What you have to do. With the images removed, return every line below exactly as it reads.

Source data.
= Beginning of Section =
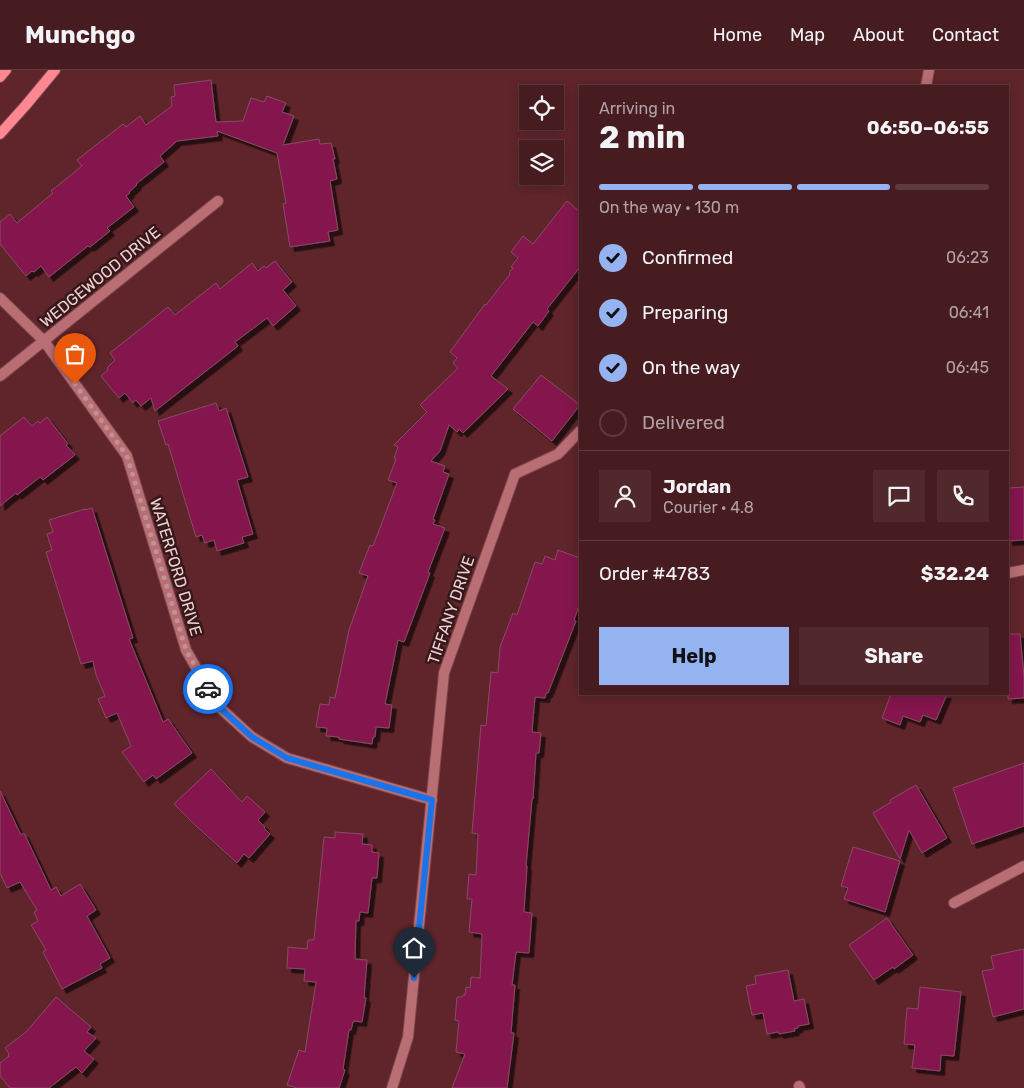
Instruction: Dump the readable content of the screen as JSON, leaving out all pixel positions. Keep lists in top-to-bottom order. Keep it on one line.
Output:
{"streets":{"street":["WEDGEWOOD DRIVE","WATERFORD DRIVE","TIFFANY DRIVE"]},"crossings":[["WEDGEWOOD DRIVE","WATERFORD DRIVE"],["WATERFORD DRIVE","TIFFANY DRIVE"]],"page":{"header":"Munchgo","nav":["Home","Map","About","Contact"],"heading":["2 min","Arriving in","06:50–06:55"],"panel":["Jordan","Courier · 4.8","Order #4783","$32.24"],"bar":"On the way · 130 m","list":[["Confirmed","06:23"],["Preparing","06:41"],["On the way","06:45"],"Delivered"],"buttons":["Help","Share"]}}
= End of Section =
Output below.
Instruction: Dump the readable content of the screen as JSON, leaving out all pixel positions. Keep lists in top-to-bottom order. Keep it on one line.
Output:
{"streets":{"street":["WEDGEWOOD DRIVE","WATERFORD DRIVE","TIFFANY DRIVE"]},"crossings":[["WEDGEWOOD DRIVE","WATERFORD DRIVE"],["WATERFORD DRIVE","TIFFANY DRIVE"]],"page":{"header":"Munchgo","nav":["Home","Map","About","Contact"],"heading":["2 min","Arriving in","06:50–06:55"],"panel":["Jordan","Courier · 4.8","Order #4783","$32.24"],"bar":"On the way · 130 m","list":[["Confirmed","06:23"],["Preparing","06:41"],["On the way","06:45"],"Delivered"],"buttons":["Help","Share"]}}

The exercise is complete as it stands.